## PROBLEM
In the entries below, find the line with "Extract the structured" and the line with "Convert the street"; copy them and every line between them exactly, but not the pictures.

··· EXCERPTED DATA ···

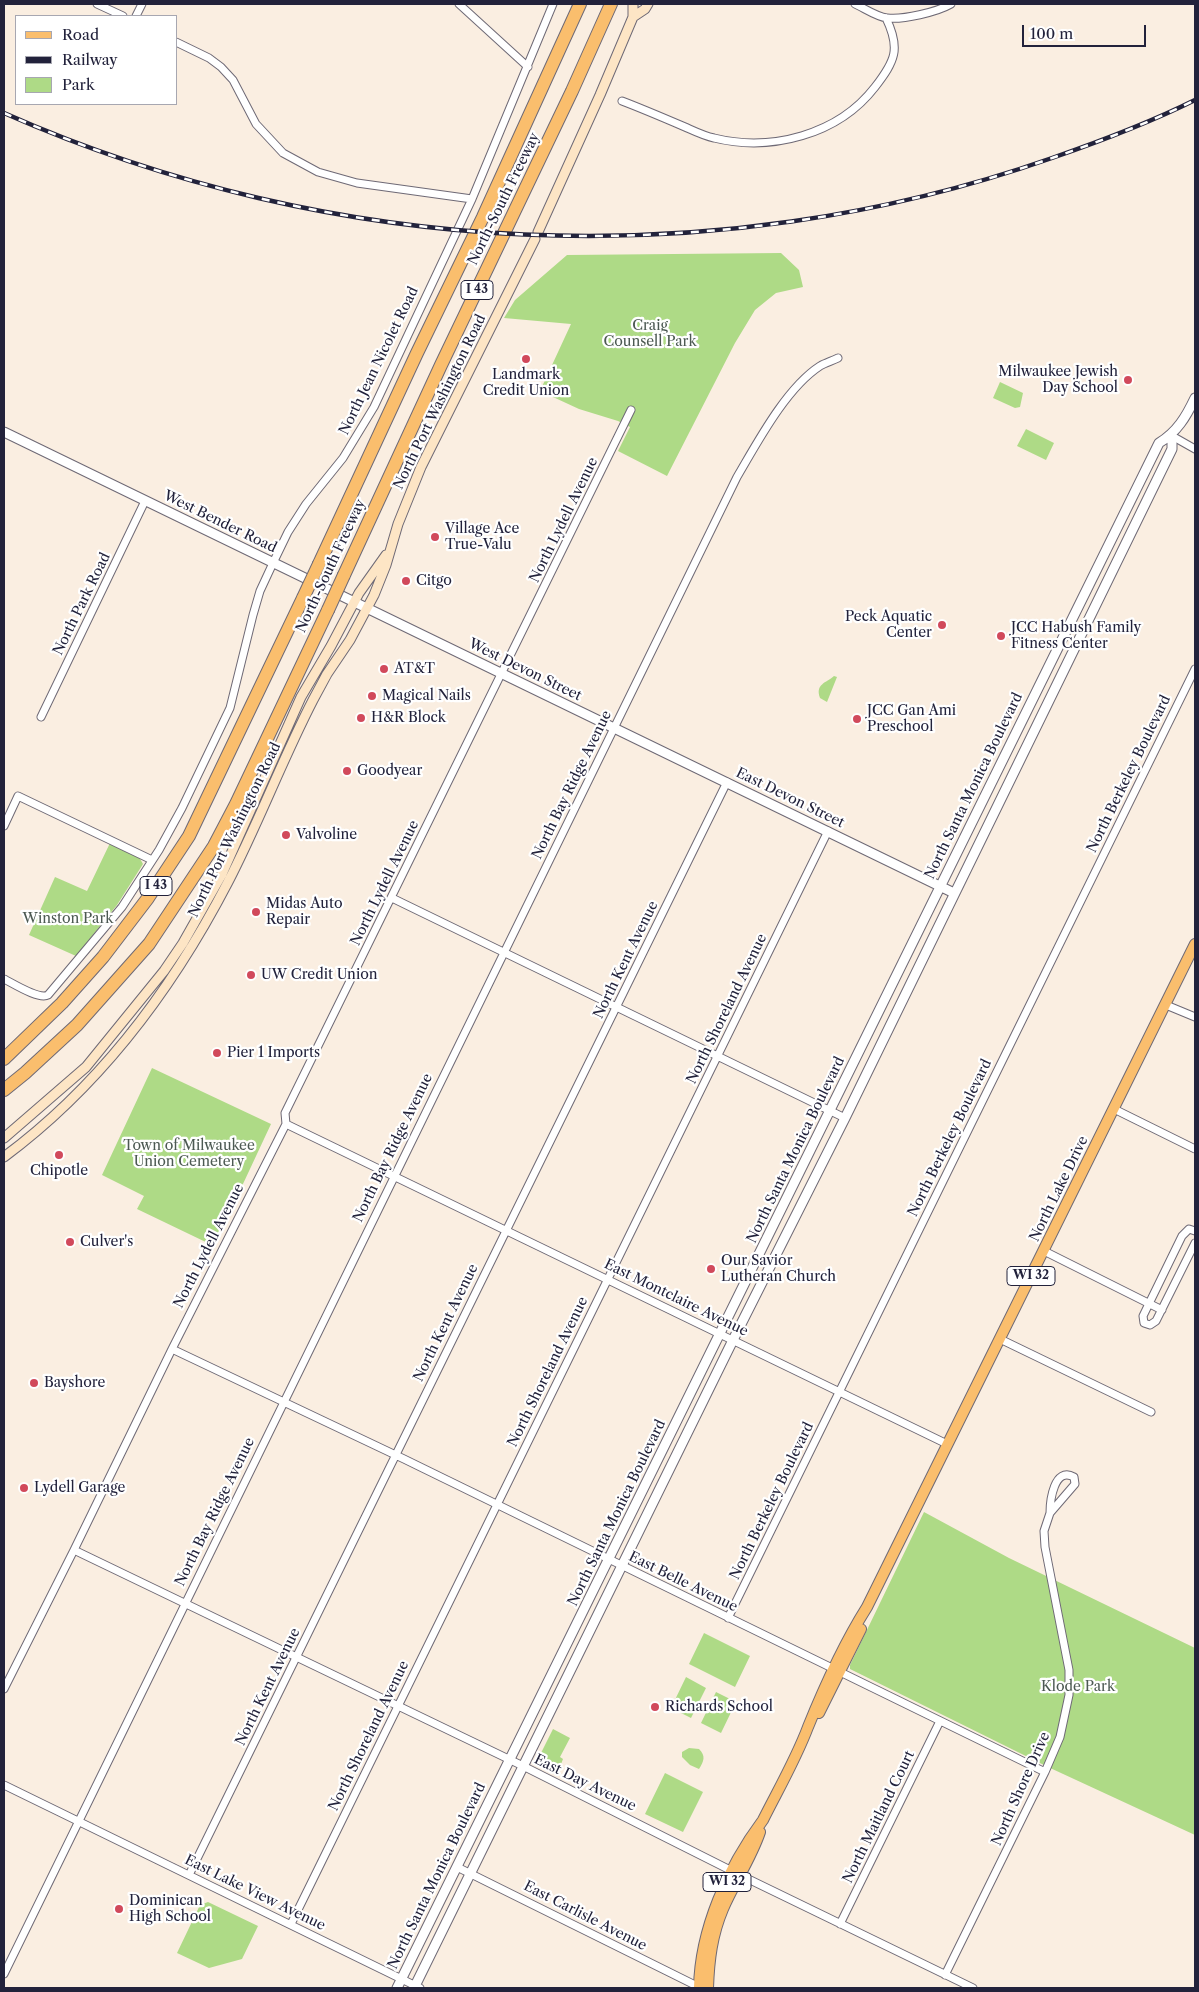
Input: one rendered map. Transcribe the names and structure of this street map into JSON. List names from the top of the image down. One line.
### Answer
{"streets":{"highway":["North-South Freeway","I 43"],"main road":["North Port Washington Road","North Lake Drive","WI 32"],"street":["North Jean Nicolet Road","North Lydell Avenue","West Bender Road","North Park Road","West Devon Street","North Berkeley Boulevard","North Bay Ridge Avenue","North Santa Monica Boulevard","East Devon Street","North Kent Avenue","North Shoreland Avenue","East Montclaire Avenue","East Belle Avenue","East Day Avenue","North Shore Drive","North Maitland Court","East Lake View Avenue","East Carlisle Avenue"]},"crossings":[["North Jean Nicolet Road","West Bender Road"],["North Port Washington Road","West Bender Road"],["North Lydell Avenue","West Devon Street"],["North Lydell Avenue","East Montclaire Avenue"],["North Lydell Avenue","East Belle Avenue"],["North Lydell Avenue","East Day Avenue"],["West Bender Road","North Park Road"],["West Bender Road","West Devon Street"],["West Devon Street","North Bay Ridge Avenue"],["West Devon Street","East Devon Street"],["North Berkeley Boulevard","East Montclaire Avenue"],["North Berkeley Boulevard","East Belle Avenue"],["North Bay Ridge Avenue","East Devon Street"],["North Bay Ridge Avenue","East Montclaire Avenue"],["North Bay Ridge Avenue","East Belle Avenue"],["North Bay Ridge Avenue","East Day Avenue"],["North Bay Ridge Avenue","East Lake View Avenue"],["North Santa Monica Boulevard","East Devon Street"],["North Santa Monica Boulevard","East Montclaire Avenue"],["North Santa Monica Boulevard","East Belle Avenue"],["North Santa Monica Boulevard","East Day Avenue"],["North Santa Monica Boulevard","East Lake View Avenue"],["North Santa Monica Boulevard","East Carlisle Avenue"],["East Devon Street","North Kent Avenue"],["East Devon Street","North Shoreland Avenue"],["North Kent Avenue","East Montclaire Avenue"],["North Kent Avenue","East Belle Avenue"],["North Kent Avenue","East Day Avenue"],["North Kent Avenue","East Lake View Avenue"],["North Shoreland Avenue","East Montclaire Avenue"],["North Shoreland Avenue","East Belle Avenue"],["North Shoreland Avenue","East Day Avenue"],["North Shoreland Avenue","East Lake View Avenue"],["North Lake Drive","East Montclaire Avenue"],["North Lake Drive","East Belle Avenue"],["North Lake Drive","East Day Avenue"],["North Lake Drive","East Carlisle Avenue"],["East Belle Avenue","North Shore Drive"],["East Belle Avenue","North Maitland Court"],["East Day Avenue","North Shore Drive"],["East Day Avenue","North Maitland Court"]],"parks":["Craig Counsell Park","Winston Park","Town of Milwaukee Union Cemetery","Klode Park"],"places":["Landmark Credit Union","Milwaukee Jewish Day School","Village Ace True-Valu","Citgo","Peck Aquatic Center","JCC Habush Family Fitness Center","AT&T","Magical Nails","H&R Block","JCC Gan Ami Preschool","Goodyear","Valvoline","Midas Auto Repair","UW Credit Union","Pier 1 Imports","Chipotle","Culver's","Our Savior Lutheran Church","Bayshore","Lydell Garage","Richards School","Dominican High School"],"legend":["Road","Railway","Park"],"scale_bar":"100 m"}
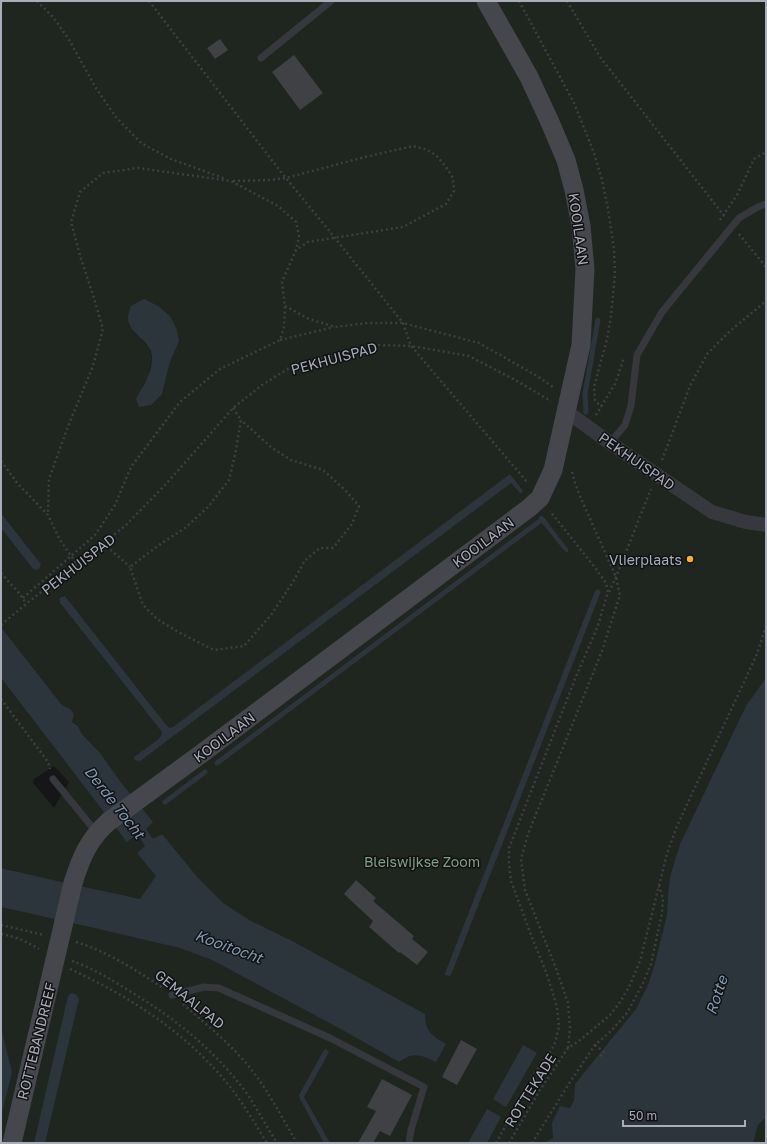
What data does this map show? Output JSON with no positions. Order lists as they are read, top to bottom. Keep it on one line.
{"streets":{"street":["KOOILAAN","PEKHUISPAD","ROTTEBANDREEF"],"path":["GEMAALPAD","ROTTEKADE"]},"crossings":[["KOOILAAN","PEKHUISPAD"],["KOOILAAN","GEMAALPAD"],["KOOILAAN","ROTTEBANDREEF"],["GEMAALPAD","ROTTEBANDREEF"]],"water":["Derde Tocht","Kooitocht","Rotte"],"parks":["Bleiswijkse Zoom"],"places":["Vlierplaats"],"scale_bar":"50 m"}
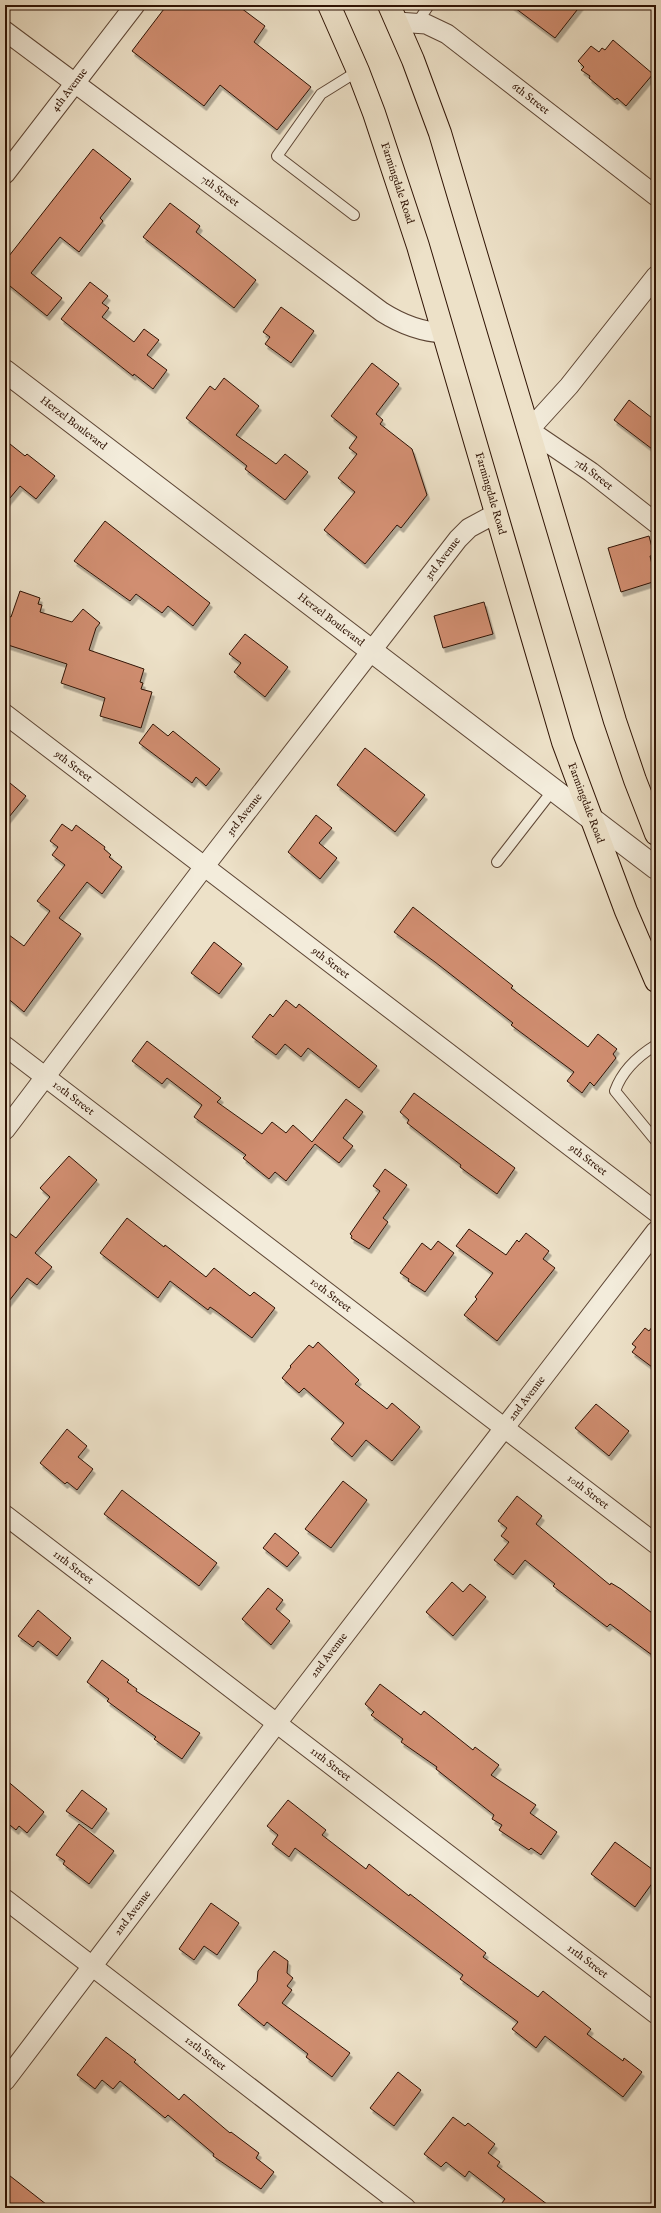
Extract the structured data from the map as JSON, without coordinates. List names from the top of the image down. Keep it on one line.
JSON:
{"streets":{"main road":["Farmingdale Road"],"street":["4th Avenue","6th Street","7th Street","Herzel Boulevard","3rd Avenue","9th Street","10th Street","2nd Avenue","11th Street","12th Street"]},"crossings":[["4th Avenue","7th Street"],["Farmingdale Road","7th Street"],["Farmingdale Road","Herzel Boulevard"],["Farmingdale Road","3rd Avenue"],["Herzel Boulevard","3rd Avenue"],["3rd Avenue","9th Street"],["3rd Avenue","10th Street"],["10th Street","2nd Avenue"],["2nd Avenue","11th Street"],["2nd Avenue","12th Street"]]}
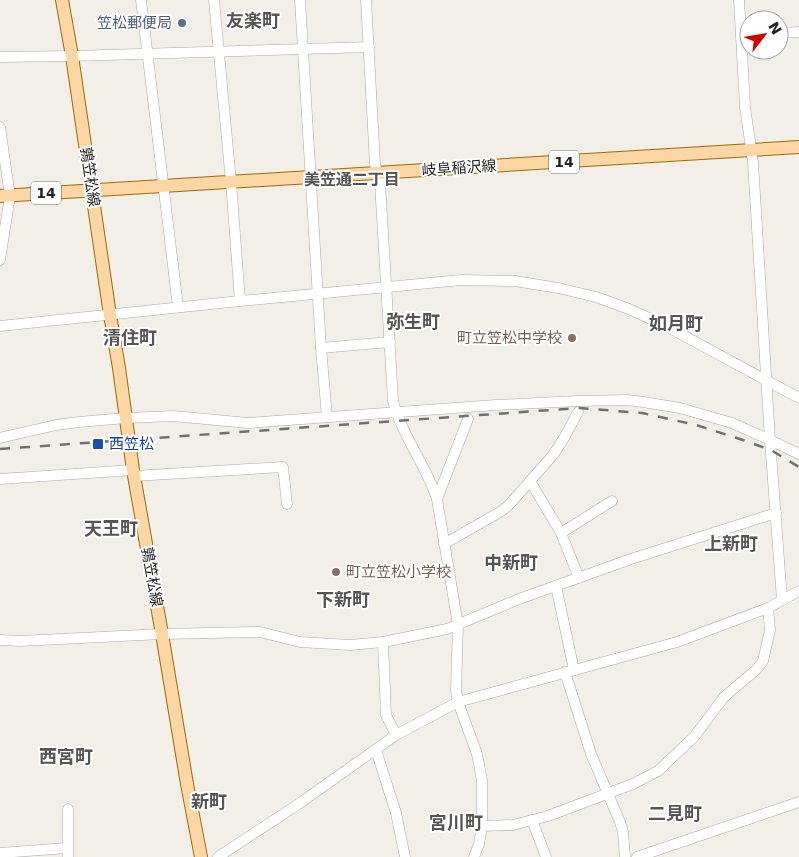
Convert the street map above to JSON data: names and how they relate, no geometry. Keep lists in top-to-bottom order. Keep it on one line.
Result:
{"streets":{"main road":["14","岐阜稲沢線","鶉笠松線"]},"crossings":[["岐阜稲沢線","鶉笠松線"]],"districts":["友楽町","美笠通二丁目","弥生町","如月町","清住町","天王町","上新町","中新町","下新町","西宮町","新町","二見町","宮川町"],"places":{"other":["笠松郵便局","町立笠松中学校","町立笠松小学校"],"transit":["西笠松"]},"north":"top right"}
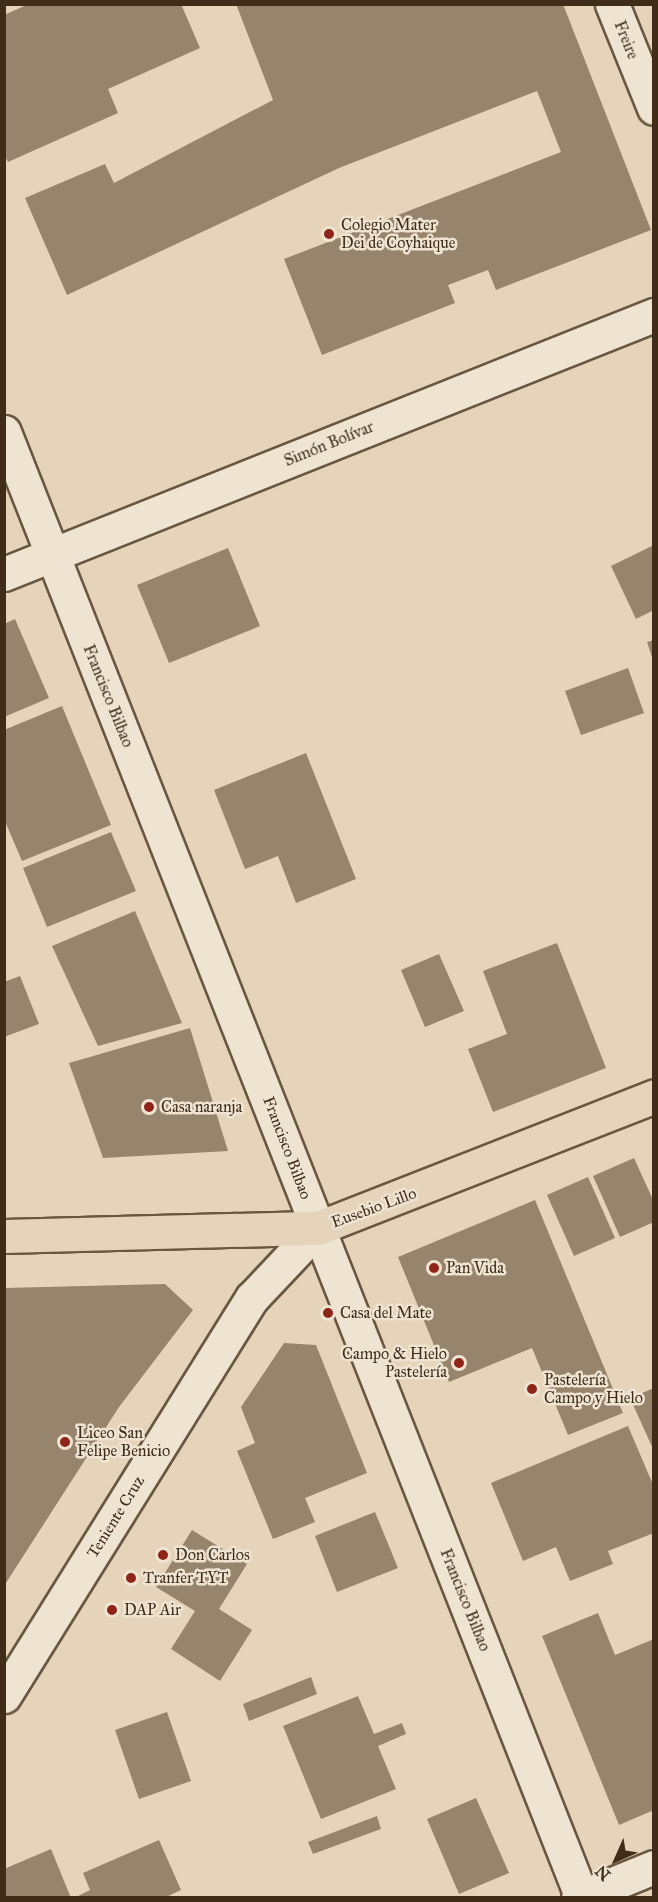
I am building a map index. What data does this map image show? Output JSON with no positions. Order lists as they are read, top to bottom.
{
  "streets": {
    "main road": ["Eusebio Lillo"],
    "street": [
      "Freire",
      "Simón Bolívar",
      "Francisco Bilbao",
      "Teniente Cruz"
    ]
  },
  "crossings": [
    ["Simón Bolívar", "Francisco Bilbao"],
    ["Francisco Bilbao", "Eusebio Lillo"],
    ["Francisco Bilbao", "Teniente Cruz"],
    ["Eusebio Lillo", "Teniente Cruz"]
  ],
  "places": [
    "Colegio Mater Dei de Coyhaique",
    "Casa naranja",
    "Pan Vida",
    "Casa del Mate",
    "Campo & Hielo Pastelería",
    "Pastelería Campo y Hielo",
    "Liceo San Felipe Benicio",
    "Don Carlos",
    "Tranfer TYT",
    "DAP Air"
  ],
  "north": "bottom left"
}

···

## TASK OUTPUT
Extract the structured data from the map as JSON, without coordinates. List names from the top of the image down. Keep it on one line.
JSON:
{"streets":{"main road":["Farmingdale Road"],"street":["4th Avenue","6th Street","7th Street","Herzel Boulevard","3rd Avenue","9th Street","10th Street","2nd Avenue","11th Street","12th Street"]},"crossings":[["4th Avenue","7th Street"],["Farmingdale Road","7th Street"],["Farmingdale Road","Herzel Boulevard"],["Farmingdale Road","3rd Avenue"],["Herzel Boulevard","3rd Avenue"],["3rd Avenue","9th Street"],["3rd Avenue","10th Street"],["10th Street","2nd Avenue"],["2nd Avenue","11th Street"],["2nd Avenue","12th Street"]]}
Convert the street map above to JSON data: names and how they relate, no geometry. Keep lists in top-to-bottom order. Keep it on one line.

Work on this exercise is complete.